Assessing the consequences of the Covid-19 pandemic for football finances is far from easy. Apart from anything else, we don't know what the future course of the pandemic will be, e.g., whether mutations will significantly reduce the efficacy of the available vaccines.
In any case there has already been pressure on broadcasting contracts which have been coming in around 10 per cent below previous values which would mean a £450m fall in revenues for the Premier League. In the UK, Sky has new leadership, BT has decided that its optimal strategy is to settle for second place and Amazon is an opportunistic purchaser: https://www.theguardian.com/media/2021/jan/11/tension-everywhere-premier-league-back-foot-uk-tv-rights-auction-nears
There is a temptation in this situation which some analysts have fallen to resort to hyperbole and overly pessimistic accounts of the end of football finance as we know it (this does not apply to the cited article which is a very balanced and careful assessment).
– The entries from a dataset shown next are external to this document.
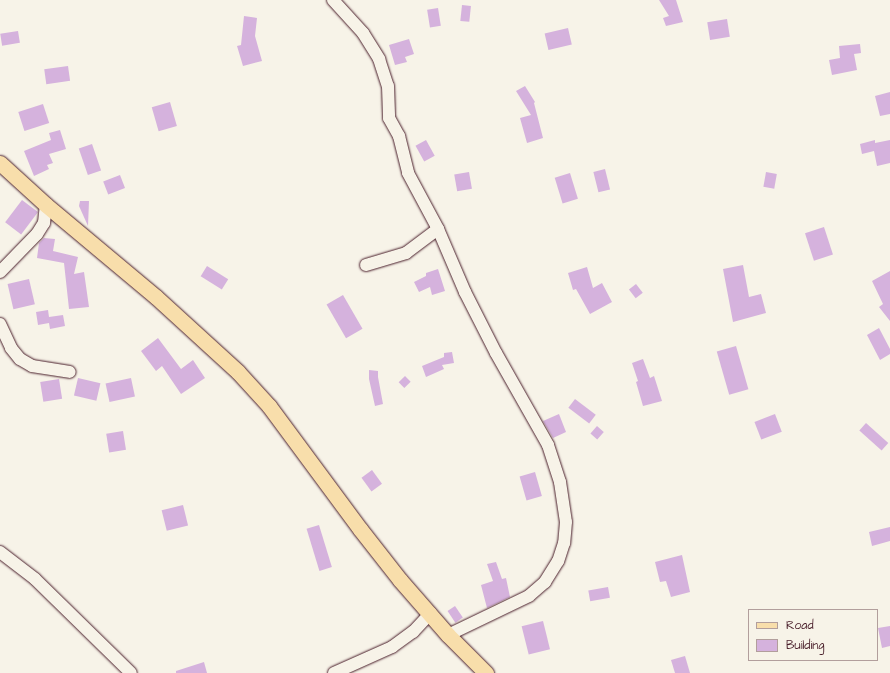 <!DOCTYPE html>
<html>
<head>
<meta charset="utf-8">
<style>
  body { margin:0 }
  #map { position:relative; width:890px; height:673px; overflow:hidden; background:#f7f3e8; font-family:"Architects Daughter",sans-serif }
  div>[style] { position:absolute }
  .building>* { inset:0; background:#d5b2dd; transform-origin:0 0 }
  .roads { filter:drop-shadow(0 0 1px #4a1f2b) drop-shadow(0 0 1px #4a1f2b) }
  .minor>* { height:12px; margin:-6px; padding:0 6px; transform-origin:6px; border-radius:6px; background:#f7f3e8 }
  .major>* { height:15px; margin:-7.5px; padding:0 7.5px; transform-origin:7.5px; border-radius:7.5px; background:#f8deab }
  span { translate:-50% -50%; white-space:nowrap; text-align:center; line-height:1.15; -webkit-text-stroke:3.5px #f7f3e8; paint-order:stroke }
  .legend { position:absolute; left:748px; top:609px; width:130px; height:52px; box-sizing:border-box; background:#f7f3e8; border:1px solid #b29e9c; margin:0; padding:5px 7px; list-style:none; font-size:12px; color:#4a1f2b }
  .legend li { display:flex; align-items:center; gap:8px; height:20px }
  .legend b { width:20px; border:1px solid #b29e9c }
</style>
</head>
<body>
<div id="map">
  <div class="building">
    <i style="clip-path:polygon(659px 0,676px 0,683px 22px,666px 26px,663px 18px,669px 16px)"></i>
    <i style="left:462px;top:5px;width:9px;height:16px;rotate:6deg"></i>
    <i style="left:438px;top:8px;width:18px;height:11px;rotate:81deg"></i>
    <i style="clip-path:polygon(244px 16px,257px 18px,255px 36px,262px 61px,243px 66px,237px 46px,241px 45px)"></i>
    <i style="left:727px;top:19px;width:18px;height:20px;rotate:81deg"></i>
    <i style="left:568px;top:28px;width:17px;height:24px;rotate:77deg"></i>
    <i style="left:18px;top:31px;width:12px;height:18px;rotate:81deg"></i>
    <i style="clip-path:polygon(409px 39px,414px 54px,405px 57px,407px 62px,395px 65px,389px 45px)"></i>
    <i style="clip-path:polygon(860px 44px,861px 53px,854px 54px,857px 70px,832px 75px,829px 60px,840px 58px,839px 46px)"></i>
    <i style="left:68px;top:66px;width:15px;height:24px;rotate:82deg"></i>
    <i style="clip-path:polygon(525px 86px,535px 102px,534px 103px,543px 138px,527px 143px,520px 118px,531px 115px,516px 91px)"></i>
    <i style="clip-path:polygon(890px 92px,890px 114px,880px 116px,875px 96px)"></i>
    <i style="left:170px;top:102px;width:25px;height:19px;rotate:74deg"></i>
    <i style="left:43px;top:104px;width:20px;height:26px;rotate:72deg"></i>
    <i style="clip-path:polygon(60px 130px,66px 149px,49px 154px,53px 163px,47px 165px,49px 169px,34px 176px,24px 151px,51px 140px,49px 133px)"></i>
    <i style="left:426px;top:140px;width:18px;height:12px;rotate:61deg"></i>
    <i style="clip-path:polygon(875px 140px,875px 143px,890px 140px,890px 163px,877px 166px,874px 151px,862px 154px,860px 144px)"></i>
    <i style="left:92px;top:144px;width:28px;height:14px;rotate:71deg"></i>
    <i style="left:605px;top:169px;width:21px;height:12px;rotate:76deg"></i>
    <i style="left:469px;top:172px;width:17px;height:15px;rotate:80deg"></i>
    <i style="left:766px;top:172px;width:11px;height:15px;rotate:10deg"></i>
    <i style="left:570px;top:173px;width:27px;height:16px;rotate:73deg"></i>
    <i style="left:120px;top:175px;width:14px;height:18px;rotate:69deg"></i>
    <i style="left:22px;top:200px;width:20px;height:28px;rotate:37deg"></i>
    <i style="clip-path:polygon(80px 201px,89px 201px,88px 226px,79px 206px)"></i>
    <i style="left:824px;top:227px;width:29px;height:20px;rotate:72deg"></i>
    <i style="clip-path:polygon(44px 238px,55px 239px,53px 251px,78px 257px,74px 274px,84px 272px,89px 307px,69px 309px,64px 263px,37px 258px,39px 243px)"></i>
    <i style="clip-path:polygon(743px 265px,749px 297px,761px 294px,766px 313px,733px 322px,723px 269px)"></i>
    <i style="left:207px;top:266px;width:25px;height:12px;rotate:32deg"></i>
    <i style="clip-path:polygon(587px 267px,593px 288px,602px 283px,612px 302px,590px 314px,576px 289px,573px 290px,568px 273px)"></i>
    <i style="clip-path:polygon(438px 269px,445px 291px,432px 295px,430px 287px,419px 292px,414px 282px,426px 276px,426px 273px)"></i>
    <i style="clip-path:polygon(890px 271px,890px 321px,879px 307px,883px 304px,872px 281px)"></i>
    <i style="left:29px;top:279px;width:26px;height:22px;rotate:77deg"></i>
    <i style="left:636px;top:284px;width:11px;height:9px;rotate:52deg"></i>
    <i style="left:343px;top:295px;width:39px;height:19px;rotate:60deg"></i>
    <i style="clip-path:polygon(48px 310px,49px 317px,63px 315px,65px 326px,50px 329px,49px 323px,38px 325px,36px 312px)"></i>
    <i style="clip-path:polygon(879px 328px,890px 349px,890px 354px,880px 360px,867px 335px)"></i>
    <i style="clip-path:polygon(158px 338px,181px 369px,193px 360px,205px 378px,181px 394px,162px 366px,156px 371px,141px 351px)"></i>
    <i style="left:736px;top:346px;width:45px;height:20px;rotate:74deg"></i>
    <i style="clip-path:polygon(452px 352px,454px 363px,442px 365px,444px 369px,426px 377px,422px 366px,444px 357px,444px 353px)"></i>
    <i style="clip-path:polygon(643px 359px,650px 378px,654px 376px,662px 401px,643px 406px,636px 382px,638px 381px,632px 363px)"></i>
    <i style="clip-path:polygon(369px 370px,378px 371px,378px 377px,383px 404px,375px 406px,369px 379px)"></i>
    <i style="left:405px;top:376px;width:8px;height:9px;rotate:45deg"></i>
    <i style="left:78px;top:378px;width:23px;height:18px;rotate:13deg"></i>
    <i style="left:131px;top:378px;width:19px;height:26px;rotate:78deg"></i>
    <i style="left:59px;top:379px;width:20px;height:19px;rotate:81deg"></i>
    <i style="left:575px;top:399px;width:26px;height:11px;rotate:37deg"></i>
    <i style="clip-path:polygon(559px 414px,566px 432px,553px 438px,543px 421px)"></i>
    <i style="left:775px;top:414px;width:19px;height:22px;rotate:69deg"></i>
    <i style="left:866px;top:423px;width:30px;height:10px;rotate:42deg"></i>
    <i style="left:597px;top:426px;width:9px;height:10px;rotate:41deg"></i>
    <i style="left:123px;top:431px;width:19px;height:17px;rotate:81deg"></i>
    <i style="left:372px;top:470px;width:17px;height:13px;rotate:54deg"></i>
    <i style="left:535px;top:472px;width:25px;height:16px;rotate:74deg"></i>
    <i style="left:183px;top:505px;width:21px;height:22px;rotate:76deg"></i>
    <i style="left:319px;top:525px;width:44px;height:13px;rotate:73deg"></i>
    <i style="clip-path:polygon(890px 527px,890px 541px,872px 546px,869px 532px)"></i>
    <i style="clip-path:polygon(682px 555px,690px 592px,671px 597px,666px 581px,660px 582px,655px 562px)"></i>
    <i style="clip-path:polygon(496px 562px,502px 579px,506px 578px,510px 597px,487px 608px,481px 585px,493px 581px,487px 564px)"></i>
    <i style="left:608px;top:587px;width:11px;height:20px;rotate:80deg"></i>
    <i style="left:455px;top:606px;width:14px;height:9px;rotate:56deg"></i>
    <i style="left:543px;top:621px;width:29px;height:22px;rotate:76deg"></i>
    <i style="clip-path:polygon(890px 626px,890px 646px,882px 648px,878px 628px)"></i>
    <i style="clip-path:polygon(685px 656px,690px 673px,675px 673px,671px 660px)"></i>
    <i style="clip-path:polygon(204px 662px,207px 673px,176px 673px,176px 671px)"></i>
  </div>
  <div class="roads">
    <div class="minor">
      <i style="left:333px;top:0;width:45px;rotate:47.7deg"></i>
      <i style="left:363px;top:33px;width:31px;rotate:58deg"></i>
      <i style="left:379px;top:59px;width:28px;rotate:72deg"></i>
      <i style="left:388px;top:86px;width:32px;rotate:88deg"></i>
      <i style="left:389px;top:118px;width:21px;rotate:61deg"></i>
      <i style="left:399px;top:136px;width:38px;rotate:76deg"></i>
      <i style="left:408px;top:173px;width:64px;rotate:61.8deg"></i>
      <i style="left:438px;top:229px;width:69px;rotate:66.8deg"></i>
      <i style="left:465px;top:292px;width:68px;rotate:63.1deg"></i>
      <i style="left:496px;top:353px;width:106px;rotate:60.5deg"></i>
      <i style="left:548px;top:445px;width:39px;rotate:72deg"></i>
      <i style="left:560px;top:482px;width:40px;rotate:81.5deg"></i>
      <i style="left:566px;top:522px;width:21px;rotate:95deg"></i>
      <i style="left:564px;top:543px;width:19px;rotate:108deg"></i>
      <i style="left:558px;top:561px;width:25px;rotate:122deg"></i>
      <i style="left:545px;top:582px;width:21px;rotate:139deg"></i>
      <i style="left:529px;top:596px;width:90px;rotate:154.3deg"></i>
      <i style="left:366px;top:265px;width:42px;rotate:-16.7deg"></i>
      <i style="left:406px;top:253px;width:40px;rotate:-37deg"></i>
      <i style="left:0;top:272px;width:53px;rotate:-45.8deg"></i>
      <i style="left:37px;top:234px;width:13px;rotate:-58deg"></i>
      <i style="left:44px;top:223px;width:18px;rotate:-84deg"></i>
      <i style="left:0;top:324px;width:26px;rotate:65deg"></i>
      <i style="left:11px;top:348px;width:14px;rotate:51deg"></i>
      <i style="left:20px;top:359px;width:14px;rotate:30deg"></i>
      <i style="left:32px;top:366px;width:38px;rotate:9deg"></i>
      <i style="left:0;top:552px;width:44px;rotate:37.6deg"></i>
      <i style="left:35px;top:579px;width:134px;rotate:44.4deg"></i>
      <i style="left:334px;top:673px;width:64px;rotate:-24.1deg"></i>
      <i style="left:392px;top:647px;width:26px;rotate:-36deg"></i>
      <i style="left:413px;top:632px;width:26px;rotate:-47deg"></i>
    </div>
    <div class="major">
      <i style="left:0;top:163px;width:62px;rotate:42.4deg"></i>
      <i style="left:46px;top:205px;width:143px;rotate:39.9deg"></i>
      <i style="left:156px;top:297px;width:111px;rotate:42.4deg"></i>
      <i style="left:238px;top:372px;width:46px;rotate:47.6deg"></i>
      <i style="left:269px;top:406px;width:153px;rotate:53.5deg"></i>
      <i style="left:360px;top:529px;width:65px;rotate:51.9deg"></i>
      <i style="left:400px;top:580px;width:73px;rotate:48.9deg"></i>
      <i style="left:448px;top:635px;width:54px;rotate:45deg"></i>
    </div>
  </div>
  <ul class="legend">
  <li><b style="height:5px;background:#f8deab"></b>Road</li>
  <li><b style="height:11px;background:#d5b2dd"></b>Building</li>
  </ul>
</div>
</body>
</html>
One issue that has arisen is the £300m of loans made by the Bank of England to Arsenal and Tottenham Hotspur. There have been complaints that this could have a distorting effect on the Premier League.
The clubs used the Bank's Covid corporate financing facility, a form of low-cost borrowing open only to companies with an investment grade credit rating. Smaller rivals are ineligible under the terms of the scheme. It has been claimed that interest rates on the Bank scheme are lower than those on other Government-backed Covid loan schemes.
A backlash against some clubs including Liverpool and Spurs using the furlough scheme for non-playing staff has made other clubs reluctant to use that option.
One club told the Financial Times off the record, 'It feels strange that state aid is being refused to most clubs because it's not palatable from a PR perspective, but Arsenal and Spurs have borrowed quarter of a billion pounds between them.'
Another chief executive told the Pink 'Un: 'It's slightly galling some clubs are hugely criticised for using the furlough scheme [while] we don't get access to the Bank of England scheme.'
The Bank of England is, of course, not part of the government as such, but is part of the state. There is a complex and sometimes tense relationship between the Bank and the Treasury, but the Bank has enough independence to do things that the Government could not do, Its democratic accountability is indirect, to say the least.